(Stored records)
○ ○ ○ ○

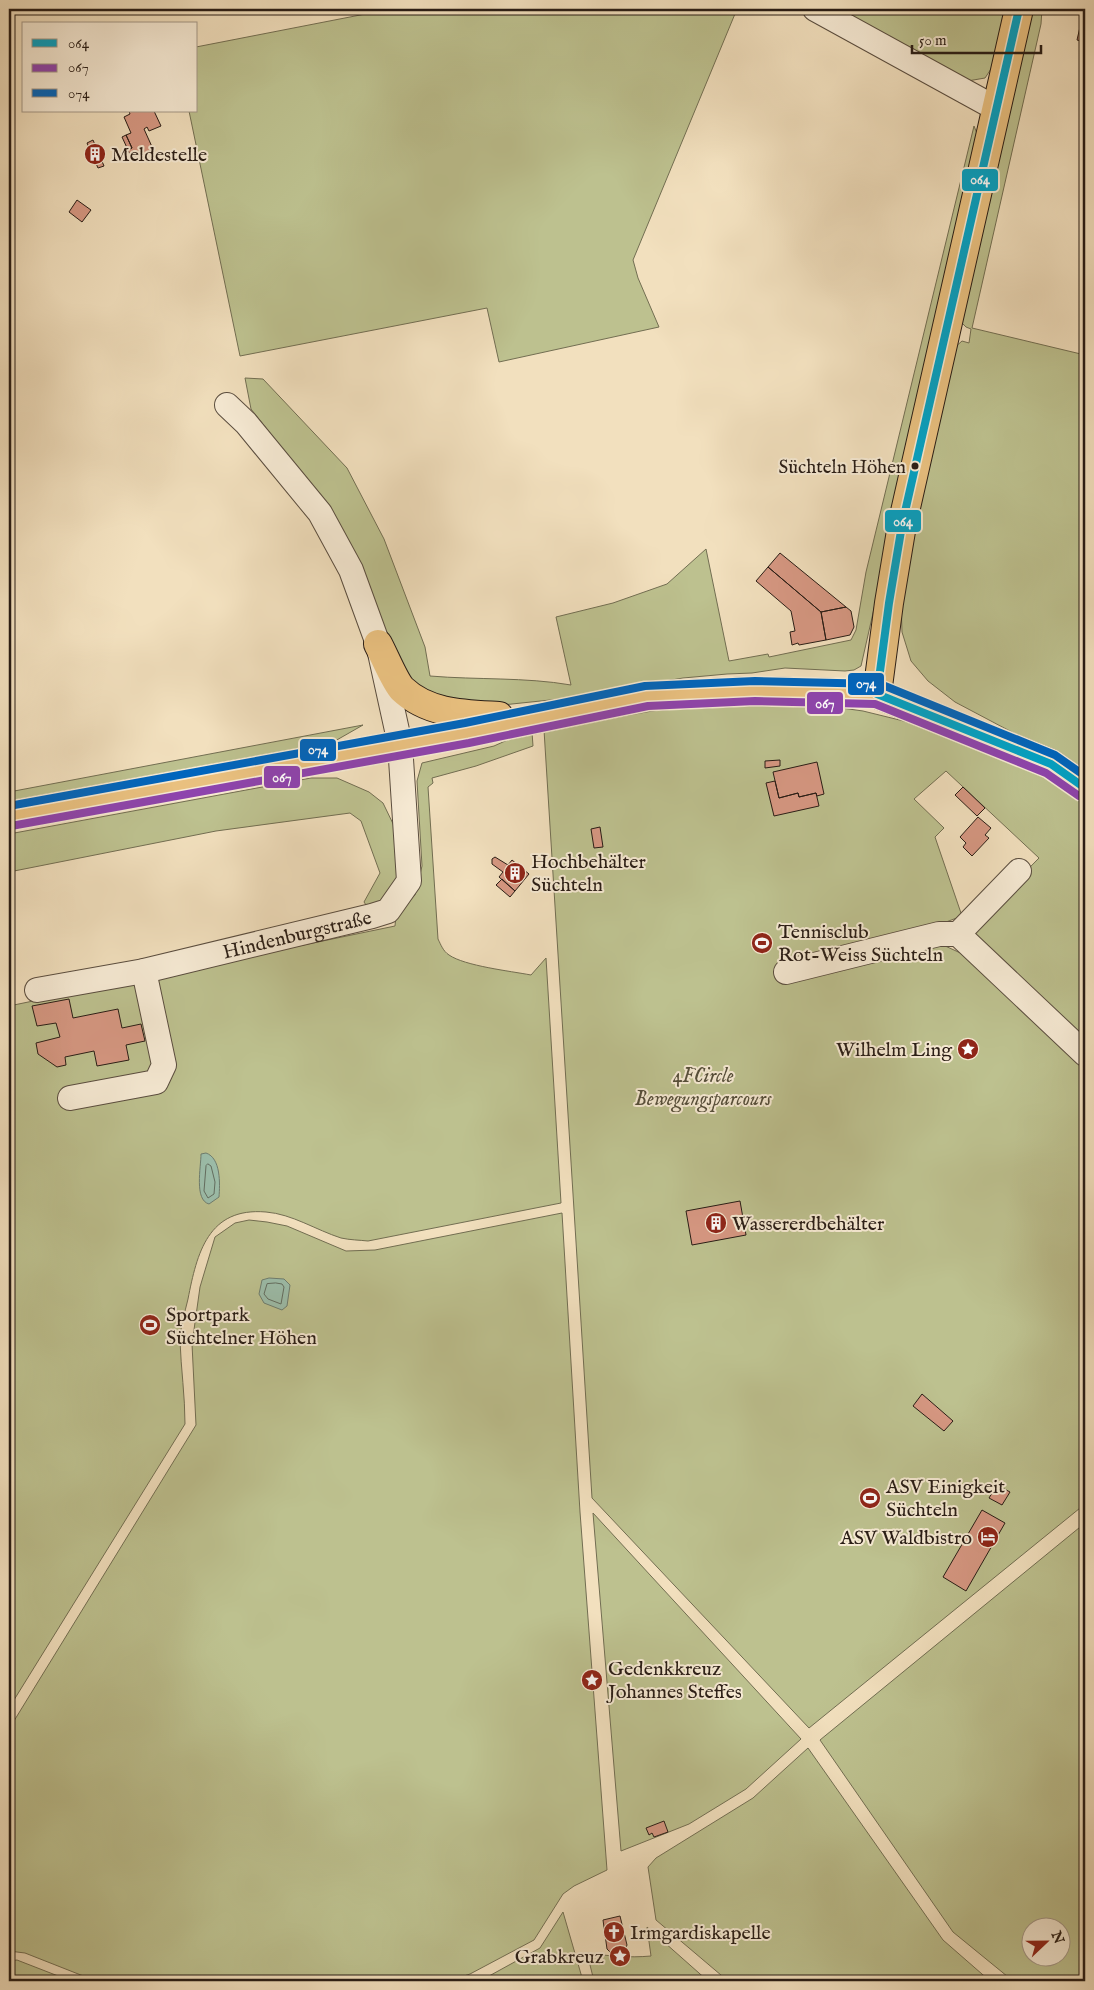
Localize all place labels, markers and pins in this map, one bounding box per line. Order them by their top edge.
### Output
building icon: Meldestelle [83,142,107,166]
place label: Meldestelle [111,143,207,168]
place label: Süchteln Höhen [778,456,906,480]
marker: Süchteln Höhen [910,461,920,471]
place label: Hochbehälter Süchteln [531,850,647,898]
building icon: Hochbehälter Süchteln [503,861,527,885]
place label: Tennisclub Rot-Weiss Süchteln [778,920,943,968]
sports icon: Tennisclub Rot-Weiss Süchteln [750,931,774,955]
place icon: Wilhelm Ling [956,1037,980,1061]
place label: Wilhelm Ling [836,1038,953,1063]
building icon: Wassererdbehälter [704,1211,728,1235]
place label: Wassererdbehälter [732,1212,885,1237]
place label: Sportpark Süchtelner Höhen [166,1303,317,1351]
sports icon: Sportpark Süchtelner Höhen [138,1313,162,1337]
place label: ASV Einigkeit Süchteln [885,1475,1005,1523]
sports icon: ASV Einigkeit Süchteln [858,1486,882,1510]
hotel icon: ASV Waldbistro [976,1525,1000,1549]
place label: ASV Waldbistro [839,1526,972,1551]
place label: Gedenkkreuz Johannes Steffes [606,1657,742,1705]
place icon: Gedenkkreuz Johannes Steffes [580,1668,604,1692]
church icon: Irmgardiskapelle [602,1920,626,1944]
place label: Irmgardiskapelle [630,1921,771,1946]
place icon: Grabkreuz [608,1944,632,1968]
place label: Grabkreuz [515,1945,604,1970]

○ ○ ○ ○

- INSTRUCTIONS FOR THE TASK
Every record must be returned exactly. Leave its pictures out.

- ANSWER FOR THE TASK
Localize all place labels, markers and pins in this map, one bounding box per line. Order them by their top edge.
### Output
building icon: Meldestelle [83,142,107,166]
place label: Meldestelle [111,143,207,168]
place label: Süchteln Höhen [778,456,906,480]
marker: Süchteln Höhen [910,461,920,471]
place label: Hochbehälter Süchteln [531,850,647,898]
building icon: Hochbehälter Süchteln [503,861,527,885]
place label: Tennisclub Rot-Weiss Süchteln [778,920,943,968]
sports icon: Tennisclub Rot-Weiss Süchteln [750,931,774,955]
place icon: Wilhelm Ling [956,1037,980,1061]
place label: Wilhelm Ling [836,1038,953,1063]
building icon: Wassererdbehälter [704,1211,728,1235]
place label: Wassererdbehälter [732,1212,885,1237]
place label: Sportpark Süchtelner Höhen [166,1303,317,1351]
sports icon: Sportpark Süchtelner Höhen [138,1313,162,1337]
place label: ASV Einigkeit Süchteln [885,1475,1005,1523]
sports icon: ASV Einigkeit Süchteln [858,1486,882,1510]
hotel icon: ASV Waldbistro [976,1525,1000,1549]
place label: ASV Waldbistro [839,1526,972,1551]
place label: Gedenkkreuz Johannes Steffes [606,1657,742,1705]
place icon: Gedenkkreuz Johannes Steffes [580,1668,604,1692]
church icon: Irmgardiskapelle [602,1920,626,1944]
place label: Irmgardiskapelle [630,1921,771,1946]
place icon: Grabkreuz [608,1944,632,1968]
place label: Grabkreuz [515,1945,604,1970]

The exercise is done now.